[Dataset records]
◇ ◇ ◇ ◇ ◇ ◇ ◇
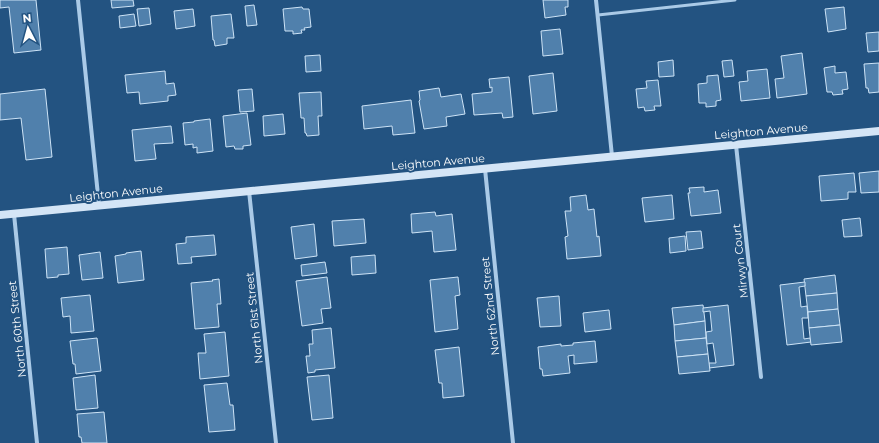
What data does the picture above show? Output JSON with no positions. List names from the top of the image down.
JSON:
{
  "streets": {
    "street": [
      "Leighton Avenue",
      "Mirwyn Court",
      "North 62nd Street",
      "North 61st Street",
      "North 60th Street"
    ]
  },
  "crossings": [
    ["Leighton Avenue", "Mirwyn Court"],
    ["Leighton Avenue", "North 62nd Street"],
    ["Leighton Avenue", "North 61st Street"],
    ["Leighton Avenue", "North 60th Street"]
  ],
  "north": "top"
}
◇ ◇ ◇ ◇ ◇ ◇ ◇
■ WHAT IS REQUIRED ■
From the first line to the last, retype the data above exactly, but not its images.

■ EXPECTED ANSWER ■
What data does the picture above show? Output JSON with no positions. List names from the top of the image down.
JSON:
{
  "streets": {
    "street": [
      "Leighton Avenue",
      "Mirwyn Court",
      "North 62nd Street",
      "North 61st Street",
      "North 60th Street"
    ]
  },
  "crossings": [
    ["Leighton Avenue", "Mirwyn Court"],
    ["Leighton Avenue", "North 62nd Street"],
    ["Leighton Avenue", "North 61st Street"],
    ["Leighton Avenue", "North 60th Street"]
  ],
  "north": "top"
}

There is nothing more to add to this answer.